You need to know the warning signs that call for calm intervention. If the doe strains hard for more than thirty to forty-five minutes with nothing showing, if you see a tail or a single leg or the head bent back, or if only a nose appears with no feet, the kid is malpositioned and may need to be gently repositioned. With clean, gloved, lubricated hands, ease the kid back slightly and correct the presentation so that it comes forward properly. If you cannot resolve it quickly, or the doe is exhausted, this is the point to call an experienced neighbour or a veterinarian rather than pulling harder. Knowing your own limits saves both doe and kids.
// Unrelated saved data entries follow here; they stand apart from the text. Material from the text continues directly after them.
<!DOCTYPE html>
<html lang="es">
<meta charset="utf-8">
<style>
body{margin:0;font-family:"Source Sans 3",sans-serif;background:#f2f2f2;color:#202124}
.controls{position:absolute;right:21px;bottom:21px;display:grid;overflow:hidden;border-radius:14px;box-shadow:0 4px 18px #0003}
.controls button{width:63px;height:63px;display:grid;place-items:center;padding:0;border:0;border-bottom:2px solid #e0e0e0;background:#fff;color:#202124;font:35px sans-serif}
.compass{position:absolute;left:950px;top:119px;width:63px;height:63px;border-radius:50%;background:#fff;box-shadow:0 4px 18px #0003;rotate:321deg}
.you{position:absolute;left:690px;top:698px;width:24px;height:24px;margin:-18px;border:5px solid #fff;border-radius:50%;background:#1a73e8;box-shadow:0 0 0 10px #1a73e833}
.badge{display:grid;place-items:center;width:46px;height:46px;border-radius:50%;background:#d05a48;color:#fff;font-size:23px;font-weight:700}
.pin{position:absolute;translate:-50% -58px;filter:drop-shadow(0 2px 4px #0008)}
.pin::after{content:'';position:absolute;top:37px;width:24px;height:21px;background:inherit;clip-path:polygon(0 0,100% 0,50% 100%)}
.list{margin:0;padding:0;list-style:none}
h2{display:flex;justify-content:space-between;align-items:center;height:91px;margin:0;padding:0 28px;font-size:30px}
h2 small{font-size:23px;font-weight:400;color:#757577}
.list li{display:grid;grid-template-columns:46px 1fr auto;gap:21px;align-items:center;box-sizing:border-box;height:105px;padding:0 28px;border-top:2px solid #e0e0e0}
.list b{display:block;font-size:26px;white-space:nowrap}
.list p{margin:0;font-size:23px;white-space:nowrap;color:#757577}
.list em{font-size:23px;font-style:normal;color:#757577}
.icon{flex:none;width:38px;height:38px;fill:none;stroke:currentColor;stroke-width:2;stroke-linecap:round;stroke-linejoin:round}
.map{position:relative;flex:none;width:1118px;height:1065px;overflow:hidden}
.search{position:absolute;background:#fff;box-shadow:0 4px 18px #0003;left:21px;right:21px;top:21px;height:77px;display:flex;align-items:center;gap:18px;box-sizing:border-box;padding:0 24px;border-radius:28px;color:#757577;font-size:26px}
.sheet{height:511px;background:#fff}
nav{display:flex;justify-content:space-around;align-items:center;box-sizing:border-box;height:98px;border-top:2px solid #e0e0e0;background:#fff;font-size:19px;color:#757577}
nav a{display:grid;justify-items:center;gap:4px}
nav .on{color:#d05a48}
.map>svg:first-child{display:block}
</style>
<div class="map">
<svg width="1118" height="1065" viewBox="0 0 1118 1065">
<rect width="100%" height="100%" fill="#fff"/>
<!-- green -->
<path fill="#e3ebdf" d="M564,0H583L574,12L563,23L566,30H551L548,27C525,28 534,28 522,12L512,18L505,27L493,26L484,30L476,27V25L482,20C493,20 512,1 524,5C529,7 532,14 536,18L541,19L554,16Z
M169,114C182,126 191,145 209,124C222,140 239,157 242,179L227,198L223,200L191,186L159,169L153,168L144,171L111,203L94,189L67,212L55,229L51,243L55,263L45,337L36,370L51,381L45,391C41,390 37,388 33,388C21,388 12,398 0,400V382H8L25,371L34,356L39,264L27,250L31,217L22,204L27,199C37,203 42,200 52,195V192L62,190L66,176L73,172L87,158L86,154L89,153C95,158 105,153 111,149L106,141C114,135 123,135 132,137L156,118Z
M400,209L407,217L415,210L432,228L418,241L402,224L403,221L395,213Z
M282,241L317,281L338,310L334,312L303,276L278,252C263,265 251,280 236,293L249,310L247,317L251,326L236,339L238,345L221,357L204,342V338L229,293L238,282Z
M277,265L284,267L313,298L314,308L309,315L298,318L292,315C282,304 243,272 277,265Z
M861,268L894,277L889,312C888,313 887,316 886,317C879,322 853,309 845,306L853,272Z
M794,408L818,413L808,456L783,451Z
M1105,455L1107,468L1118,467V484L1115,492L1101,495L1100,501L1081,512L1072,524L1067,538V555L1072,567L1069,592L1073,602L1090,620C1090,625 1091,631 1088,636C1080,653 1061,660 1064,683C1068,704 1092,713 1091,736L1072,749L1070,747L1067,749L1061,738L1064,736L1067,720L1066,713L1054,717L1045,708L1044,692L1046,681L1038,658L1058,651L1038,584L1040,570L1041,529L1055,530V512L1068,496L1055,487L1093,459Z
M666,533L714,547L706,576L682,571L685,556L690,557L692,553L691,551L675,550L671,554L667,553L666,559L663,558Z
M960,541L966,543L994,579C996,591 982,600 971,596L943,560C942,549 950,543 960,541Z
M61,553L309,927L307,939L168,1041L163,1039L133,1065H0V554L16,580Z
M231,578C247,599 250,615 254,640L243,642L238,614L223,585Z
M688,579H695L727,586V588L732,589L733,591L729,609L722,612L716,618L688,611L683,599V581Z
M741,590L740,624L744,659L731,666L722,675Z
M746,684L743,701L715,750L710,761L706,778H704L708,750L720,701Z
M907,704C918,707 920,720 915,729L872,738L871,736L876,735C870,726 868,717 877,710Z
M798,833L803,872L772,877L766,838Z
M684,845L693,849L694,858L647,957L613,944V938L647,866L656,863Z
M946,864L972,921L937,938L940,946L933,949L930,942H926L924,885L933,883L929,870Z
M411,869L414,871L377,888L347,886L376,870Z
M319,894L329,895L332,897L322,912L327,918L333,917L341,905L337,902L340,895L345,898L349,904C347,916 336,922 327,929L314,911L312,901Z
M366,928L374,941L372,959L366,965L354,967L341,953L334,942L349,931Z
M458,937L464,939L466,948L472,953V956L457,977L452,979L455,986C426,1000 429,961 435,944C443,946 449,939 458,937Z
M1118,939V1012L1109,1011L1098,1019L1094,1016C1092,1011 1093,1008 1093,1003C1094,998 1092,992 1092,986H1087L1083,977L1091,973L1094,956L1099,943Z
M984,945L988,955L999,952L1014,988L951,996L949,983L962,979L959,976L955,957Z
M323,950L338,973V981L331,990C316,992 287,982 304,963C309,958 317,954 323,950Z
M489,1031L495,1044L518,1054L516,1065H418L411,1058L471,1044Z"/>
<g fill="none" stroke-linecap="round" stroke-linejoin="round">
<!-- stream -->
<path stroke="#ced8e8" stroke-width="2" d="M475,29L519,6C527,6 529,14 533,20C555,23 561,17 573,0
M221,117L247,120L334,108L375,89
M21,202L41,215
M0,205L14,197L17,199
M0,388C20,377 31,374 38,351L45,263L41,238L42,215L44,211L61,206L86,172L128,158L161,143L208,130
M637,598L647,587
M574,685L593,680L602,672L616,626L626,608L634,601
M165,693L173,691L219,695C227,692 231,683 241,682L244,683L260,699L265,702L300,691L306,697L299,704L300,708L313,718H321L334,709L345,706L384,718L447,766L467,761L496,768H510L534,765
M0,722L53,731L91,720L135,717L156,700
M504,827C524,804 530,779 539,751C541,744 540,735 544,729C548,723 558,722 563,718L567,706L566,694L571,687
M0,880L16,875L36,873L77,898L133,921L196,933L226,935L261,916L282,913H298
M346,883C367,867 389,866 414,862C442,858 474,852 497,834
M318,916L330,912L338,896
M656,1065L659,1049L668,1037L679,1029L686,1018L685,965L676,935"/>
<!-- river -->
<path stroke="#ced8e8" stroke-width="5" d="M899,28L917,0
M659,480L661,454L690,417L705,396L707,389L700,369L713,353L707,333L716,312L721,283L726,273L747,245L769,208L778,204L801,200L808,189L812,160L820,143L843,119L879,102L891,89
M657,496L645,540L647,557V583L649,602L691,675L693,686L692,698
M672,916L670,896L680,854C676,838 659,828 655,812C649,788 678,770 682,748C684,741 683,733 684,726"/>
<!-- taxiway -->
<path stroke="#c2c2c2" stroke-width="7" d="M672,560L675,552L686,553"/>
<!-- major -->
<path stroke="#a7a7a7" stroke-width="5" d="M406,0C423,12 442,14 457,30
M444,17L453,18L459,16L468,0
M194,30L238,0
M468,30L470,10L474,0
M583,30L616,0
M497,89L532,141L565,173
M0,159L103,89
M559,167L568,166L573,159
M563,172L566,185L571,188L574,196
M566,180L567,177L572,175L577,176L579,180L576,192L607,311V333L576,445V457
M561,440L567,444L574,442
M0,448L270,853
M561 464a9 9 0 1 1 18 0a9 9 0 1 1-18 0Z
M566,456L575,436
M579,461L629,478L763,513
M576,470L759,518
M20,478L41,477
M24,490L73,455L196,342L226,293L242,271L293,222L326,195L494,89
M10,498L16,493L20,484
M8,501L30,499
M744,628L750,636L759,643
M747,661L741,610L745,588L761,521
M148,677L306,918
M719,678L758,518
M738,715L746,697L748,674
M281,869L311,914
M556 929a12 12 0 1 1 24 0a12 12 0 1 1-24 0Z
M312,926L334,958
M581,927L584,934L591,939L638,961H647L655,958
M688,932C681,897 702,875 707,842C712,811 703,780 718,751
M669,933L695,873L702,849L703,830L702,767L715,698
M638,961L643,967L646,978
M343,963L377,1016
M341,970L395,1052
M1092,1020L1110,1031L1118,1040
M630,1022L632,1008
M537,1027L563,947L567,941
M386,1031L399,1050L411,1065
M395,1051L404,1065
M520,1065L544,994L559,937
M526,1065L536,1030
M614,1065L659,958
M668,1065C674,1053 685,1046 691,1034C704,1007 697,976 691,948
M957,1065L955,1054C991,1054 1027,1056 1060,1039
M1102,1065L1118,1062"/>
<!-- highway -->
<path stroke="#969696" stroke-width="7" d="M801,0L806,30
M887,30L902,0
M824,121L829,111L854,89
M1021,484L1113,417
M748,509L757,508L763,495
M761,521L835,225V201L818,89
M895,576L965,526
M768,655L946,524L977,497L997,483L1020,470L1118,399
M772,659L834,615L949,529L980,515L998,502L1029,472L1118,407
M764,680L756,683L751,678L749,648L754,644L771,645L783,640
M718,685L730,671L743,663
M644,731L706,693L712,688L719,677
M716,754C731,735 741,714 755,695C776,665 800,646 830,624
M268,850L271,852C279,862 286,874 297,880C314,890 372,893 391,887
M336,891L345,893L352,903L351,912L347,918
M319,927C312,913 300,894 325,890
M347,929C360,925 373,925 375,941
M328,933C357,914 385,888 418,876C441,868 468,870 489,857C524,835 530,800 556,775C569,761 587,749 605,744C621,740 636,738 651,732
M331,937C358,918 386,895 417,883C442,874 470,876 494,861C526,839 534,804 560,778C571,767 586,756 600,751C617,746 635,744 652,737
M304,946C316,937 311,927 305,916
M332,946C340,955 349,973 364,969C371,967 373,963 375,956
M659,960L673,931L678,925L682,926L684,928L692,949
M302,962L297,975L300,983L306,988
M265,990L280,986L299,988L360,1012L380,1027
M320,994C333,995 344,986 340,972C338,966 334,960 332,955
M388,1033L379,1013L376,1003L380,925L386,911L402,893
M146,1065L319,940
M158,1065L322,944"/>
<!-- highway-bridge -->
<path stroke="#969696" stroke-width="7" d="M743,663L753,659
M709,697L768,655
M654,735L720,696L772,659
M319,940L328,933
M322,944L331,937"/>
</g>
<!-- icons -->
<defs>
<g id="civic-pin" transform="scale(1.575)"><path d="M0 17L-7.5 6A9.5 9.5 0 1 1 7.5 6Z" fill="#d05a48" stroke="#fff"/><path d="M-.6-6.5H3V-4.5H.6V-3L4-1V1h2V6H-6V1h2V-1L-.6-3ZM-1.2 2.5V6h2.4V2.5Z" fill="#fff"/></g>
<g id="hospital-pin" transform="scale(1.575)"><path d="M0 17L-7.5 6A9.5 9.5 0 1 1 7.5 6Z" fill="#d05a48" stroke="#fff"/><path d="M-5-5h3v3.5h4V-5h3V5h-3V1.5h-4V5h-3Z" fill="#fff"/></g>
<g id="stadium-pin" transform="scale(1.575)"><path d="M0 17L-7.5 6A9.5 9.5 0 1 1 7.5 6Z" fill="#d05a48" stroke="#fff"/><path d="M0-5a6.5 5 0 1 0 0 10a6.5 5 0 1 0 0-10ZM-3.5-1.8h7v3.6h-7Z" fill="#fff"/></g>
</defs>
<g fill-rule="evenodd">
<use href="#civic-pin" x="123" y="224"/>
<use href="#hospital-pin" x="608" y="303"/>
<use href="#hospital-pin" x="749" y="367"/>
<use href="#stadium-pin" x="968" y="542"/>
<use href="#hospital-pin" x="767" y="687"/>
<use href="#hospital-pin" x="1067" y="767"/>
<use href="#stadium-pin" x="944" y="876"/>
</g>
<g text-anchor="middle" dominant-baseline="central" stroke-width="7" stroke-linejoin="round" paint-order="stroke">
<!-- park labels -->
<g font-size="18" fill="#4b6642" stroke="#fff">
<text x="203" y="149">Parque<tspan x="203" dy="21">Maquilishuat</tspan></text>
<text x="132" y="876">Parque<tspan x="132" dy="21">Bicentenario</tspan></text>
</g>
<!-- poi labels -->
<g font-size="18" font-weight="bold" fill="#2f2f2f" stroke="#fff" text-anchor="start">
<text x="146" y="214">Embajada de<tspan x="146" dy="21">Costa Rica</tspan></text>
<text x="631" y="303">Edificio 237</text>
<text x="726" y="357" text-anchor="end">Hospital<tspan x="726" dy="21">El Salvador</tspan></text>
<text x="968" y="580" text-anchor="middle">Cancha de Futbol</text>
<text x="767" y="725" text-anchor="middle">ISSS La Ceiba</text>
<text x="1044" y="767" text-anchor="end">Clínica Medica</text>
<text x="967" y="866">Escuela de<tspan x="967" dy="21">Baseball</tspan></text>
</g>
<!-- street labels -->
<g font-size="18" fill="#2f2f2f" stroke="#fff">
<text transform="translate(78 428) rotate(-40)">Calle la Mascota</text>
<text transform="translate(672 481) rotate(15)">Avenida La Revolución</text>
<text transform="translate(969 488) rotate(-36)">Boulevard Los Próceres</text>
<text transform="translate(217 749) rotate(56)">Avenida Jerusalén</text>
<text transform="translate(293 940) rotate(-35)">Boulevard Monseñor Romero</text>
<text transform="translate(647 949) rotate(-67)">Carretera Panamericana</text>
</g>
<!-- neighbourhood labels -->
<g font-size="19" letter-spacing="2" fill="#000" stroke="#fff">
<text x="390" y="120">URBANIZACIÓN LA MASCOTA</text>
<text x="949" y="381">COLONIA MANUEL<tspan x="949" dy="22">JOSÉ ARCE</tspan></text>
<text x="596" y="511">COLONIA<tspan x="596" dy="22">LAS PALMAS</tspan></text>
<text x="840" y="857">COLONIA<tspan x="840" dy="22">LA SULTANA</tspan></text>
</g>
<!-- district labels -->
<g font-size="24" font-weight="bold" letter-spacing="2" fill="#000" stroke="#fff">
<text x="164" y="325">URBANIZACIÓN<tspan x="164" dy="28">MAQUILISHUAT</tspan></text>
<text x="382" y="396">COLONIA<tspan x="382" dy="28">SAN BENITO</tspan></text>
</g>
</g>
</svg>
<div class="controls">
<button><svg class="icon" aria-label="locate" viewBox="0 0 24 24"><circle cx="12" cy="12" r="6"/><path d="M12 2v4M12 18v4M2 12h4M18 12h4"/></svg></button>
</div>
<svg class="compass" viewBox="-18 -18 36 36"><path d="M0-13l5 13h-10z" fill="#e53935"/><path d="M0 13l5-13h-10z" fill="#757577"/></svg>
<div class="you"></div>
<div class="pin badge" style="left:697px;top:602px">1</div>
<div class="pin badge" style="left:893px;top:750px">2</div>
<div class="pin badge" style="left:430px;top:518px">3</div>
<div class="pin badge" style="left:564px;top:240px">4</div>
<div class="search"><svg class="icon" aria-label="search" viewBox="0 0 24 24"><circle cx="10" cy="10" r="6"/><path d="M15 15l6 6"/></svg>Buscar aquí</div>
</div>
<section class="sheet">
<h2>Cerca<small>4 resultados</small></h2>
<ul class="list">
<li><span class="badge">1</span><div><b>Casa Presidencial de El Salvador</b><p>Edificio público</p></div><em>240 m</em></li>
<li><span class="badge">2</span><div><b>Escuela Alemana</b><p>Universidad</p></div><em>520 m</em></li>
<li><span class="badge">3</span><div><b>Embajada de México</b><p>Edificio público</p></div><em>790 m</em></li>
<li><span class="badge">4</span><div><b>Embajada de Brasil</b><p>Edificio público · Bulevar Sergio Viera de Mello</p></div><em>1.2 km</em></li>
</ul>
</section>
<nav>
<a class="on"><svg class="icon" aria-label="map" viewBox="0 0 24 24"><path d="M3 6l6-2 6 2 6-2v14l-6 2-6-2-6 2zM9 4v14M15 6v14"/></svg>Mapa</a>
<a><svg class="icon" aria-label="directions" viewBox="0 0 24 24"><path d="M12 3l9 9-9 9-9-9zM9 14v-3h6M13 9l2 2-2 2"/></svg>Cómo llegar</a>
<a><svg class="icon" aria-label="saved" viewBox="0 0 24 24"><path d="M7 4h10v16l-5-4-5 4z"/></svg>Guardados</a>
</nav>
The First Hours: Colostrum and Newborn Care

The moments after birth decide much of a kid’s future. Clear any membrane from the nose and mouth so the newborn can breathe, and let the mother lick it dry, which stimulates circulation and builds the bond between them. Dip or spray the navel cord with iodine to stop infection travelling up into the body, a common and preventable cause of early death and joint ill.

Above all, make sure every kid gets a good drink of colostrum, the thick first milk, within the first hour or two and certainly within the first six hours. Colostrum carries the antibodies that protect the kid until its own immune system matures, and its ability to absorb those antibodies fades rapidly through the first day. A kid that is slow, weak, or rejected must be helped onto the teat or fed colostrum by bottle. Check that the doe has milk in both halves of the udder and that no teat is blocked. Once a kid is dry, fed, and standing steadily to nurse, it has passed the most dangerous hurdle of its life.

Record Keeping and Planning the Next Cycle

Write everything down. A simple notebook or wall chart recording mating dates, kidding dates, the number and sex of kids, birth difficulties, and each doe’s mothering ability turns vague impressions into real information. Over a few seasons these records tell you which does are your most reliable producers, which matings gave the best kids, and which animals to cull. They also let you predict the next kidding season accurately, so housing, feed, and your own time are ready in advance. Breeding managed this way is not a gamble on nature; it is a steady, repeatable process that lifts the whole herd year by year.